For some reason I decided to store the Rc<Node>s in a HashMap<Interval, Rc<Node>>. This way we can work with self.intervals, and index rcn to get the corresponding Rc<Node> for each Interval.

Next we create the root node, which is just an interval with t0=0. Then, we take the interval with the lowest t0 (the first note to be pressed) and try to find the minimum t1 over all the intersecting notes.

let mut root = Node::root();

let (first, _first_s) = self.intervals.iter().next().unwrap();
let mut true_limit = first.t1;
for (x, _s) in self.intervals.range(first..) {
    true_limit = min(true_limit, x.t1);
    if x.t0 > true_limit {
        break;
    }
}

That’s the optimization I was talking about before, here the true_limit for A would be C.t1, and A’s children would be B and C:

.AAA............
......BBBBBBBB..
.......CCC......
...........DDD..
         ^
         C.t1

This is an optimization which I accidentally didn’t implement, because in my code I wrote if x.t1 > true_limit (facepalm). But I thought it would be necessary, and the difference in runtime is pretty noticeable: 1.429s vs 0.517s on submitInput.

Once we have the true_limit, we want to add all these nodes as children:

let mut children = vec![];
let limit_up = Interval {
    t0: true_limit,
    t1: u32::MAX,
};
for (x, _s) in self.intervals.range(first..&limit_up) {
    children.push(Rc::clone(&rcn[x]));
}

root.ch = RefCell::new(children);

root

The function returns the root node. Once we have the graph we just need one simple function:

fn score_plus_max_of_children(&self) -> u32 {
    let ch = self.ch.borrow();
    let mut mc = 0;
    for n in ch.iter() {
        let a = n.score_plus_max_of_children();
        mc = max(mc, a);
    }

    self.s + mc
}

This function has a pretty descriptive name, it returns the score of the node plus the score of its best child, plus the score of the best child of its best child, keep going until a node has no children. When called on the root node, it will return the maximum score for this graph. However we are missing something very important, to avoid calculating the score of a node multiple times we need to cache the result! Without a cache we can’t even calculate the first case from submitInput.

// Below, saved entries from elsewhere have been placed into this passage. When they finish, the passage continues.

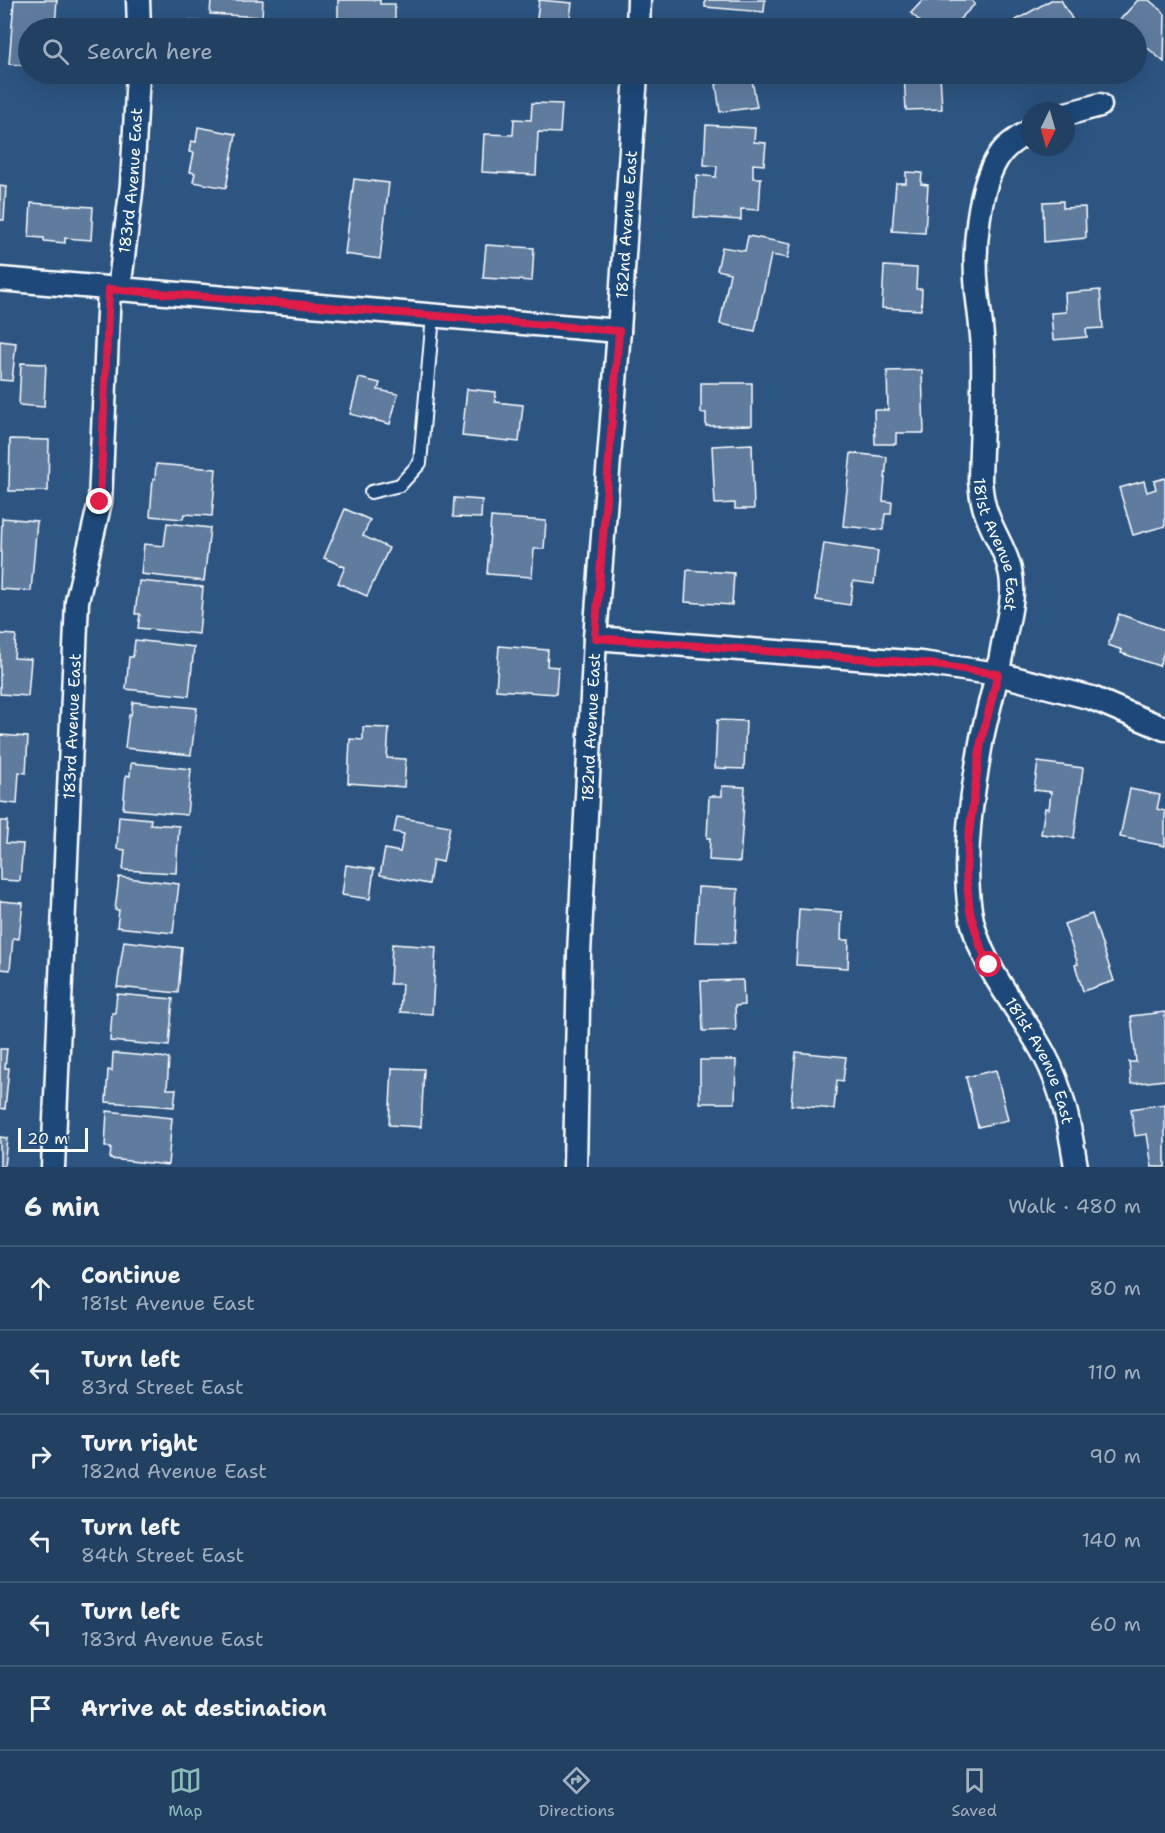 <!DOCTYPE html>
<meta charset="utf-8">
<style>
:root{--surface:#214062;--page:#294768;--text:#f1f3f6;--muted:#a2afbe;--line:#3e5977;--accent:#8bbbb9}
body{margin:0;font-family:"Shantell Sans",sans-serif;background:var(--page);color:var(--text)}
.compass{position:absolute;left:1021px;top:102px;width:54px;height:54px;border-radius:50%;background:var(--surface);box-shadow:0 6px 24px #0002;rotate:185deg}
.scale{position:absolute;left:18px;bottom:15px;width:70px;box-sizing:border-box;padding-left:6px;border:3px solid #fff;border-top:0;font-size:16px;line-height:21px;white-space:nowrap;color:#fff;-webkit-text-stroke:4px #1f4a7a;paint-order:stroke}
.stop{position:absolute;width:18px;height:18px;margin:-14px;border:4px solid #e11d48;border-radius:50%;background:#fff}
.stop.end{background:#e11d48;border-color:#fff;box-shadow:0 2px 6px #0008}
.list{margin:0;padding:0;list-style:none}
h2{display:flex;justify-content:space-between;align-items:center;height:78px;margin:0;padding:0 24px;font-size:26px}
h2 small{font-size:20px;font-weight:400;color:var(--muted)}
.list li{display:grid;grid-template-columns:39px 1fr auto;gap:18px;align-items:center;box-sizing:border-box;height:84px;padding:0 24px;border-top:2px solid var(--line)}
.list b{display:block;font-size:22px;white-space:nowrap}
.list p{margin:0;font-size:20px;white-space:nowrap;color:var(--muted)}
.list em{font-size:20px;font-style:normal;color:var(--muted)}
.icon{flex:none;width:33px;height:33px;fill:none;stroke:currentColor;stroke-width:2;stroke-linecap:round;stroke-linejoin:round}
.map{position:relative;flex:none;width:1165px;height:1167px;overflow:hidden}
.search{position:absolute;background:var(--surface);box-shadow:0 6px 24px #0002;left:18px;right:18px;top:18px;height:66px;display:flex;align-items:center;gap:15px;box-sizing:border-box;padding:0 21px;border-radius:33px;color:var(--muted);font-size:22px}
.sheet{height:582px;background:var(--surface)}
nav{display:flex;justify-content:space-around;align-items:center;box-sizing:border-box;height:84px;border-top:2px solid var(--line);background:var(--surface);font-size:16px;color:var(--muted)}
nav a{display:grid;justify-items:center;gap:3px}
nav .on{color:var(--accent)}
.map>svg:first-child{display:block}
.building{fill:#5e7c9f;stroke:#fff;stroke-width:1.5}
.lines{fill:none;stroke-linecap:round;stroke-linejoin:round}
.service-casing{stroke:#fff;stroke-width:16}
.minor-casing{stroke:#fff;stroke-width:27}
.service{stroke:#1f4a7a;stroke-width:12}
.minor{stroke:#1f4a7a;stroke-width:22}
.route{stroke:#e11d48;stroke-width:8}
.labels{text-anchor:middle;stroke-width:5;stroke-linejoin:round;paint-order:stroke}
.street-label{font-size:16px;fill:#fff;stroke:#1f4a7a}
</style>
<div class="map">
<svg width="1165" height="1167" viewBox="0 0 1165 1167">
<rect width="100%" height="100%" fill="#2c5582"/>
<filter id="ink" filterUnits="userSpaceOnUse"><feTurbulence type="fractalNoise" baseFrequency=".0167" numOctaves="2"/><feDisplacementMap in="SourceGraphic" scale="12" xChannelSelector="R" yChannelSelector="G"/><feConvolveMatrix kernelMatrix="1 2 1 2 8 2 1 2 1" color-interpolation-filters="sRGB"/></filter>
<g filter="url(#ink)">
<g class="building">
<polygon points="14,0 57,0 55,25 44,24 43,28 28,28 28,66 9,64"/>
<polygon points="211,0 263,0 262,17 210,14"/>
<polygon points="338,0 380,0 380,4 395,4 395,28 338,28"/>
<polygon points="539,0 572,3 569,26 584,28 536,28"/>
<polygon points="705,0 765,0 764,12 705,7"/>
<polygon points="923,0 971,0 975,4 951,28 927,28 911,13"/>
<polygon points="1051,0 1061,0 1075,24 1068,28 1021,28 1016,20"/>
<polygon points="1138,0 1149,0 1165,14 1164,62 1136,38 1136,28 1126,28 1118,22"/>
<polygon points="186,21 212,22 211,27 228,28 185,28"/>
<polygon points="720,74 757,74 758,79 752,80 757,107 720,112 716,84 722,82"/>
<polygon points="904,74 940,74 942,109 906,110"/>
<polygon points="532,103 562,104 560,133 538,132 536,175 482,172 484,134 513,135 514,119 531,120"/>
<polygon points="706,125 755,128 754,142 766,143 764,165 753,164 753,178 761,178 759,210 741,209 741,220 694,217 697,175 716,177 717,166 704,165"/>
<polygon points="198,127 236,134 226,188 193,182 195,173 190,172 194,153 189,152 191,141 196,142"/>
<polygon points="906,172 922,173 921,184 928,185 925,233 892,231 896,183 906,183"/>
<polygon points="354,179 389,183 380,259 345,254"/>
<polygon points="0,186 6,187 4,220 0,220"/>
<polygon points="1063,201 1063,208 1085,207 1086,238 1044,242 1043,202"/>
<polygon points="31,203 93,207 91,240 65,238 65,243 44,241 44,238 29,237"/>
<polygon points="748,236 791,244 788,258 771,255 755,331 720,324 730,273 717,270 722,247 745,251"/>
<polygon points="486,245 534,248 532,281 483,278"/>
<polygon points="884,266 917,268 916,289 922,289 921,310 882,308"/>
<polygon points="1100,290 1103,328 1086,329 1087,337 1053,340 1051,313 1066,312 1065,293"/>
<polygon points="0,341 16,343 12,381 0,380"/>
<polygon points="21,363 46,364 44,407 19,405"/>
<polygon points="922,370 924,433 896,433 896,444 875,444 874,410 888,410 887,371"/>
<polygon points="359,378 380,383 378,390 398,394 390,424 350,414"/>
<polygon points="701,383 752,383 752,425 706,426 706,413 701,413"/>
<polygon points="467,389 496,392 495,402 523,405 519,442 462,436"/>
<polygon points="10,439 49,440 48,491 9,491"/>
<polygon points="752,444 754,509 735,509 735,503 715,504 712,446"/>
<polygon points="851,453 887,457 883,501 892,502 891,514 885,514 883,530 843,526"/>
<polygon points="156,464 216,469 212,516 184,514 183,519 150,516 153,479 155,479"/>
<polygon points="1165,478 1165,526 1133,535 1119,488 1144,481 1147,492 1156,489 1154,481"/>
<polygon points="454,498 482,500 481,518 453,517"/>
<polygon points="345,509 370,520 363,536 389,548 367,596 338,583 345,567 324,558"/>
<polygon points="491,517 546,521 544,549 534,549 532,577 487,574"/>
<polygon points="2,518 37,521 31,591 0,589"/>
<polygon points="167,523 210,528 204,581 141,574 144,544 164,546"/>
<polygon points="824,543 878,551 874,584 853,581 850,605 816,600"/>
<polygon points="687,570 734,573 732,605 685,602"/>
<polygon points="139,581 203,587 199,634 138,628 140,614 135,614"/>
<polygon points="1119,614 1165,630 1165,649 1159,666 1121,653 1122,650 1108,645"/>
<polygon points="0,634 16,635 14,658 31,659 28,696 0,694"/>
<polygon points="135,640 194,647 189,696 126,689 129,657 133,657"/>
<polygon points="499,646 548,650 547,666 558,667 556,694 496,690"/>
<polygon points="133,702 197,708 191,755 125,748 129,715 131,715"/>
<polygon points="717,720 746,721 744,769 715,768"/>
<polygon points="363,727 389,728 387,758 406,759 404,787 348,783 350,739 363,740"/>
<polygon points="0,735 28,737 26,773 19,772 17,804 0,802"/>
<polygon points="1038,762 1083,768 1074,838 1041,834 1045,808 1049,809 1051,792 1034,790"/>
<polygon points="131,763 191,769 187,815 123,809 126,775 130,776"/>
<polygon points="722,786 745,787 740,862 709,860 710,838 707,838 709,796 722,796"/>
<polygon points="1130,789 1160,795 1157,809 1165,811 1165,846 1120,837"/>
<polygon points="119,816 151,819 150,824 179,826 176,873 123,870 125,850 117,849"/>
<polygon points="397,817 450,826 443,862 433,860 429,884 380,875 385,849 400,852 404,834 394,832"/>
<polygon points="0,821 8,821 6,843 23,844 20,881 0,880"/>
<polygon points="346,865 374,869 370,899 342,895"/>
<polygon points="119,877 179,884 173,933 117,927 119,910 115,910"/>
<polygon points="698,887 738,889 735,943 695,942"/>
<polygon points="0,901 23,903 19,939 13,938 10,970 0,969"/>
<polygon points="799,909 842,912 841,940 849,940 848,968 796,965"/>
<polygon points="1092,914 1114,981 1083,991 1075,965 1078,964 1064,924"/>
<polygon points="124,941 182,948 178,993 117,987"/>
<polygon points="392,944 436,947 432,1014 400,1012 402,984 390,984"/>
<polygon points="743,980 744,1005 735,1006 736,1030 703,1031 701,981"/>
<polygon points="117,994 173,999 169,1046 110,1041 112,1013 115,1013"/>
<polygon points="1165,1012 1165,1080 1131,1084 1129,1062 1136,1062 1131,1016"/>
<polygon points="0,1049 7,1049 5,1068 9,1068 5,1109 0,1108"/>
<polygon points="796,1052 846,1057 843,1081 837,1080 834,1109 791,1105"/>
<polygon points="113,1053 169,1058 167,1089 176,1089 174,1107 106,1102 108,1070 112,1071"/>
<polygon points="700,1060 736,1060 735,1103 700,1103"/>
<polygon points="392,1068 424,1069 421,1127 389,1125"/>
<polygon points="996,1070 1008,1120 978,1127 966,1077"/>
<polygon points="1165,1104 1165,1167 1152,1167 1147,1134 1135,1136 1131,1109"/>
<polygon points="107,1111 172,1118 168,1165 110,1159 111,1147 105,1147"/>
<polygon points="0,1137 7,1138 4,1167 0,1167"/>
</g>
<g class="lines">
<defs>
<polyline id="service" points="371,492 400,485 420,463 433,316"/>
<g id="minor">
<polyline points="138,0 139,28"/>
<polyline points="638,28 639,0"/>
<polyline points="1066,114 1100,105"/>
<path id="s1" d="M1030,131C1019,137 1009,143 1001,153C977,185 973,252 977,291C979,312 983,334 983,355C984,397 981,438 980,480C981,492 982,503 987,515C996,540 1012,559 1012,587C1013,606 1005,631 1002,650C997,681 987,711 981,743C972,796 962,856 970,910C978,965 1019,1007 1044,1054C1063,1089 1070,1128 1076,1167"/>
<polyline points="0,279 619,331"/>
<path id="s2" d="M119,290L132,184L138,74"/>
<polyline points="595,638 921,663 998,674 1092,698 1165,729"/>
<path id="s3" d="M53,1167L77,601L100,502L109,289"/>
<path id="s4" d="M575,1167L579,954L595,638L619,331L636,74"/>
</g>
</defs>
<use href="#service" class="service-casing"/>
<use href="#minor" class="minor-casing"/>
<use href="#service" class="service"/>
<use href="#minor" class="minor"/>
</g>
</g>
<g class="lines" filter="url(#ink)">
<polyline class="route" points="100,502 109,289 619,331 595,638 921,663 998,674 981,742 968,842 966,874 970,912 980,945 989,965"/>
</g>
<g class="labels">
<g class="street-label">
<text dy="6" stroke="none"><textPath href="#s2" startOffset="110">183rd Avenue East</textPath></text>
<text dy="6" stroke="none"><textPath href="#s4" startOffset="944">182nd Avenue East</textPath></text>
<text dy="6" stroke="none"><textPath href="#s1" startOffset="436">181st Avenue East</textPath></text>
<text dy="6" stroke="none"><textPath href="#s3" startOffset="441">183rd Avenue East</textPath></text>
<text dy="6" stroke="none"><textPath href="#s4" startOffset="440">182nd Avenue East</textPath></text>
<text dy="6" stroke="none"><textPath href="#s1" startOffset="976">181st Avenue East</textPath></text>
</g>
</g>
</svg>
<svg class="compass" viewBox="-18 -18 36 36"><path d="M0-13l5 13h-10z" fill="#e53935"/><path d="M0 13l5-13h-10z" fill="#a2afbe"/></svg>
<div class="scale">20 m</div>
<div class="stop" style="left:989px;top:965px"></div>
<div class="stop end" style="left:100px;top:502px"></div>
<div class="search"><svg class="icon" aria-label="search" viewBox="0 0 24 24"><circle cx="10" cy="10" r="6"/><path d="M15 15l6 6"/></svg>Search here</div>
</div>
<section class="sheet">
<h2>6 min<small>Walk · 480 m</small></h2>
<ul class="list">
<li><svg class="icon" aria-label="ahead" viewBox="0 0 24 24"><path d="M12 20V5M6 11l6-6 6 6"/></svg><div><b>Continue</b><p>181st Avenue East</p></div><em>80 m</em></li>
<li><svg class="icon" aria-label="left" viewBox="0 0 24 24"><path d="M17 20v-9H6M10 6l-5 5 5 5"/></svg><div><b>Turn left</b><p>83rd Street East</p></div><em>110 m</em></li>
<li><svg class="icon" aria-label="right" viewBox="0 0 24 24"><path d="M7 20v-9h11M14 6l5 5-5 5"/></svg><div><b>Turn right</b><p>182nd Avenue East</p></div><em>90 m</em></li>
<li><svg class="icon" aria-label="left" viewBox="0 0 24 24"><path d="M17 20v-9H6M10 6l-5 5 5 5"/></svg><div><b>Turn left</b><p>84th Street East</p></div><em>140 m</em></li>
<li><svg class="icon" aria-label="left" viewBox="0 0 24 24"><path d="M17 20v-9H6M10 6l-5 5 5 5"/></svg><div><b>Turn left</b><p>183rd Avenue East</p></div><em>60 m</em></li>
<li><svg class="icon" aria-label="arrive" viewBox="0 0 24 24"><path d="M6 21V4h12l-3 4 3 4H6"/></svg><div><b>Arrive at destination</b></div></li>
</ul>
</section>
<nav>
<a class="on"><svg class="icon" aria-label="map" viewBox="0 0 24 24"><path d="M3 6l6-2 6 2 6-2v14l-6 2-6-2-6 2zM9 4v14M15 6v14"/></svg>Map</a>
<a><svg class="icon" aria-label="directions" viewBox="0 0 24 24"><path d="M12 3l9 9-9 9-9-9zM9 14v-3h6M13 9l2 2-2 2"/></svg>Directions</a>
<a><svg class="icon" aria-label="saved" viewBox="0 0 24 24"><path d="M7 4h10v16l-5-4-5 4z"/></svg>Saved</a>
</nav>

Recursion is key, but recursion + cache is god.

– Me after completing P10

struct Node {
    t: Interval,
    s: u32,
    ch: RefCell<Vec<Rc<Node>>>,
    max_of_children: RefCell<Option<u32>>,
}

And again, since a node can be shared by multiple parents, we need a RefCell to introduce mutable state. Well, in this case I should have used a Cell but I was too lazy to add use std::cell::Cell;.

// Using RefCell
fn score_plus_max_of_children(&self) -> u32 {
    // Use cached result when possible
    if let Some(s) = &*self.max_of_children.borrow() {
        return self.s + s;
    }

    let ch = self.ch.borrow();
    let mut mc = 0;
    for n in ch.iter() {
        let a = n.score_plus_max_of_children();
        mc = max(mc, a);
    }

    *self.max_of_children.borrow_mut() = Some(mc);

    self.s + mc
}

And with this small change our code completes the submitInput in less than a second! Recursion is truly magic.

RefCell vs Cell

But going back to RefCell vs Cell: The difference is that RefCell has a reference count and it won’t let you modify the value if it is already borrowed by someone else, while Cell just gives you a copy of its value, so it has zero overhead. ~~But Cell cannot be used with vectors, or anything that involves allocation because it needs a Copy type.~~ Wait, it looks like Cell can be used on any type now, (although we will lose the ability to Debug and Clone nodes) so let’s change our code to use Cell instead and see how big is that overhead:

RefCell: 0.517s, Cell: 0.476s

Well, it’s something. The main difference is that when using RefCell the children vector always holds a valid value, but with the Cell we literally take the vector when we need it, leaving an empty vector in its place, and we need to put it back later:

// Using Cell
fn score_plus_max_of_children(&self) -> u32 {
    // Use cached result when possible
    if let Some(s) = self.max_of_children.get() {
        return self.s + s;
    }

    let ch = self.ch.take();
    // self.ch is now an empty vector
    let mut mc = 0;
    for n in ch.iter() {
        let a = n.score_plus_max_of_children();
        mc = max(mc, a);
    }
    self.ch.set(ch);
    // self.ch is set to its original value

    self.max_of_children.set(Some(mc));

    self.s + mc
}

Notice that the “empty value” problem doesn’t exist with max_of_children, because we can safely copy that type (Option<u32>) so when we need to read the value we just call get(), which returns a copy.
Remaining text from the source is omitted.